Movie Review: Assassin’s Creed is another disappointing video game adaptation
Director: Justin Kurzel
Writers: Michael Lesslie (screenplay), Adam Cooper (screenplay)
Stars: Michael Fassbender, Marion Cotillard, Jeremy Irons
Synopsis: When Callum Lynch explores the memories of his ancestor Aguilar and gains the skills of a Master Assassin, he discovers he is a descendant of the secret Assassins society.
Remember when the video game to movie adaptation were a huge thing? Everybody got really excited about it at first, as the genre was prepared to combine two types of fandom together. It was real popular in the early to mid 2000’s, but since then, the genre has slowly fallen off due to minimal successes. But we’ve received two separate video game adaptations this year, and more on are the horizon. These adaptations have proven to fall short in the audience’s eyes’, and Justin Kurzel’s Assassins Creed joins the club of poor video game movies.
Assassins Creed follows the story of Callum Lynch (Michael Fassbender). Callum is sentenced to death, being convicted of a gruesome murder. However, on a stroke of good luck, when Callum is injected he is not killed. Instead, he is made unconscious and sent to a research facility run by Rikkin (Jeremy Irons) and Sofia (Marion Cotillard). Sofia has created a machine called the Animus, which allows people to live in the memories of their ancestors. Callum is linked to a legendary assassin named Aguilar, and Sofia and Rikkin believe Callum can find an ancient artifact that will make them rich beyond their wildest dreams.
First and foremost, the plot is far too elaborate. The story is incredibly original, and proves to have a rather strong starting point. But the good first 45 minutes of the film is nothing but pure exposition and the asking of many questions. The argument could be made that because the plot is so complex, this warrants a good amount of explanation. But in widely popular science fiction films like Inception, the exposition pays itself off through the characters. In Assassins Creed, the characters don’t necessarily learn anything about the world that they’re thrown into. They just have an opinion on the situation, and their opinions are not necessarily justified.

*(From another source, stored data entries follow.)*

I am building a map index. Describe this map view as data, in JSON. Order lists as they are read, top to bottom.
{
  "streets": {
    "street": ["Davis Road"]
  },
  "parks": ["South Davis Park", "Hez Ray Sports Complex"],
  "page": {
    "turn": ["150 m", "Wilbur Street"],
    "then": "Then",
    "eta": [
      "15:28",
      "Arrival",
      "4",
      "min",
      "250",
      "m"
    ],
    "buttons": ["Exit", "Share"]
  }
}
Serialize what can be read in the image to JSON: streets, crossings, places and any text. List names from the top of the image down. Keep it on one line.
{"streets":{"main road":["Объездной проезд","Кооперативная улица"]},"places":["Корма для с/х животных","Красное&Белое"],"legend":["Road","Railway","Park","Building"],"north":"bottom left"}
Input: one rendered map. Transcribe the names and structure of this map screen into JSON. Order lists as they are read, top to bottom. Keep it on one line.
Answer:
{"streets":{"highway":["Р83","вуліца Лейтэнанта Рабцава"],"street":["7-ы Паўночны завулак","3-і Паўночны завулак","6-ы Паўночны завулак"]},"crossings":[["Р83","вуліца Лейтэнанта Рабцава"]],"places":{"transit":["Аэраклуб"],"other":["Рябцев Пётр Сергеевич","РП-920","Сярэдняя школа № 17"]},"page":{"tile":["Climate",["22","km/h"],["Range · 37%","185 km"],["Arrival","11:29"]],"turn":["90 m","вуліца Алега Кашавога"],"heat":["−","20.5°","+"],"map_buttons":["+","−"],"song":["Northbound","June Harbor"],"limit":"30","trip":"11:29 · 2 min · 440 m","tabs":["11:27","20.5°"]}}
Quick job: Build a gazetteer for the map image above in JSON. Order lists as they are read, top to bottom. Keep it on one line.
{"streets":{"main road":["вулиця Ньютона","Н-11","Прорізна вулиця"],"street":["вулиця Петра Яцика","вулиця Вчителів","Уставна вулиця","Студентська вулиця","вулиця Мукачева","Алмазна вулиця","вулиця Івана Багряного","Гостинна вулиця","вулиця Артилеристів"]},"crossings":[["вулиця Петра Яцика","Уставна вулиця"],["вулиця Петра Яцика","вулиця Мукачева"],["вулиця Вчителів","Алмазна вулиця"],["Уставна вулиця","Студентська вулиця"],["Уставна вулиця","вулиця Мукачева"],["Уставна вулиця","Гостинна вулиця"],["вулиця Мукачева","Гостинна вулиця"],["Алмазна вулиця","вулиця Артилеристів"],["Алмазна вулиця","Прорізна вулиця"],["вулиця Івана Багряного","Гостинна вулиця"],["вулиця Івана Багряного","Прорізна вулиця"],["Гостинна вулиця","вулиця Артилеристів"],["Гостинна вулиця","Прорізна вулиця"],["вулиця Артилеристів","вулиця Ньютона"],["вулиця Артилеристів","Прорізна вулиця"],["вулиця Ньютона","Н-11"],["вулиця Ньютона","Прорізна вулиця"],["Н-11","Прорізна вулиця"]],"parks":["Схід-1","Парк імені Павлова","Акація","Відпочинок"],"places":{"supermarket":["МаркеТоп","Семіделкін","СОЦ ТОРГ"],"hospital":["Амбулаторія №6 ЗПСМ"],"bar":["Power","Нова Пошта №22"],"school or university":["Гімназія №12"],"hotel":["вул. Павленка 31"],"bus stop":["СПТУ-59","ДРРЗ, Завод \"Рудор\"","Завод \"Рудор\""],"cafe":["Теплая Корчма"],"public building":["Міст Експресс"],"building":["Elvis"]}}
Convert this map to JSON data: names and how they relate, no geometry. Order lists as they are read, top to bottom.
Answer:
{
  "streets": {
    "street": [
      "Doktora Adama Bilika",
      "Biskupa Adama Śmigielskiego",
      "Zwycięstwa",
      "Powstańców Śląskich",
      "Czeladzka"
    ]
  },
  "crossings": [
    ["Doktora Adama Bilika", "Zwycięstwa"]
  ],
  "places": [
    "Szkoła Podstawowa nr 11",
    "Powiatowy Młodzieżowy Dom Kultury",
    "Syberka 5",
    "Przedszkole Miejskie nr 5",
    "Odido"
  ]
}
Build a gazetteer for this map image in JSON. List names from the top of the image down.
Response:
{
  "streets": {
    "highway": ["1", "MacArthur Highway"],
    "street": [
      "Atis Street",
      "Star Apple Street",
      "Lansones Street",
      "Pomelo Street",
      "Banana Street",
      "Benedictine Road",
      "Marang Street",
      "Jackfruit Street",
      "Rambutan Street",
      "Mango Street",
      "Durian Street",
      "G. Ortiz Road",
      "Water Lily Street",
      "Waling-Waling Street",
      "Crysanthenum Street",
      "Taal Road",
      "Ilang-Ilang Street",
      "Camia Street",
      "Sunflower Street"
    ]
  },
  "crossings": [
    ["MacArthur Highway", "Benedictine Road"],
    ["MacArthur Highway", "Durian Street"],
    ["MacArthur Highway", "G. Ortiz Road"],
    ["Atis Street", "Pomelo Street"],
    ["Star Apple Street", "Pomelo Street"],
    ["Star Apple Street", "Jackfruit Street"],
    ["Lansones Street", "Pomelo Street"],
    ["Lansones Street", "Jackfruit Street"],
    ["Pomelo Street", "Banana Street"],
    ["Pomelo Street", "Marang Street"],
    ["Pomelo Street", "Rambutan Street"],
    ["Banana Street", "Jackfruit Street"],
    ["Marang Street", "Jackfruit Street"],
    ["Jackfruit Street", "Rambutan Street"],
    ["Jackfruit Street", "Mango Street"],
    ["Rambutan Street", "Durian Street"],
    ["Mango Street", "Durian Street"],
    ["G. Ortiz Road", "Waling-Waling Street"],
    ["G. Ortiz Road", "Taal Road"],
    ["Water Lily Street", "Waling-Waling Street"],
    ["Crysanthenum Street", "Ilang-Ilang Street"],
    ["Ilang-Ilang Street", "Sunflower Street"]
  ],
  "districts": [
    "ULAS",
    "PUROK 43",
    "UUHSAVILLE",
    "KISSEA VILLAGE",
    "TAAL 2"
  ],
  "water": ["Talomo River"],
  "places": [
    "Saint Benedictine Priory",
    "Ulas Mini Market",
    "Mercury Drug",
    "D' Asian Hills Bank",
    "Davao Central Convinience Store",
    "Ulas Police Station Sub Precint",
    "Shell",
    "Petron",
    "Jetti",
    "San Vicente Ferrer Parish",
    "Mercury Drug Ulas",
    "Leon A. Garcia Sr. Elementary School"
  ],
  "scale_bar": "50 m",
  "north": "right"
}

One, and possibly the only saving grace, is the action. Whenever we do get past the consistent exposition in the screenplay, the film does get rather exciting. In the scenes where we go into the past and witness the story of Aguilar and the assassins’ he was with, the film takes on a whole other level. The action is executed flawlessly. Not only is the choreography of the action near perfect, but how the scenes are filmed and edited together is even more exciting. From the way all of the actors flip, and soar from one building to another, to the crazy twists and acrobatics when fighting with other people. Kurzel tackles a blockbuster action film with a lot of intensity, he just lacks in a few of the other areas of the film.
Perhaps the most disappointing aspect of Assassin’s Creed, is the cast and crew attached to the film. Justin Kurzel directed a film adaptation of Shakespeare’s Macbeth in 2015 and that film was flawless, if you ask me. And with the acting powerhouses of Fassbender, Cotillard, and Irons, it’s hard to believe that this project could fall apart. There is just so much that falls through in the screenplay and character development that it’s hard to even remotely connect with any of the characters. Whenever there is an emotional development with a character, there’s no context. The characters are just getting angry or depressed for no reason at all.
Assassins Creed holds all the chops to be a great blockbuster period piece, but falls rather short. With a grudging screenplay, which in turn makes the runtime feel grudging as well. Despite a glorious cast attached, and some really exciting action, Assassins Creed does not hold up to the hype. Fans of period pieces could enjoy the overall look of the project, but if you were hoping for a bit more punch in your end of the year blockbuster you will not be receiving it with this film.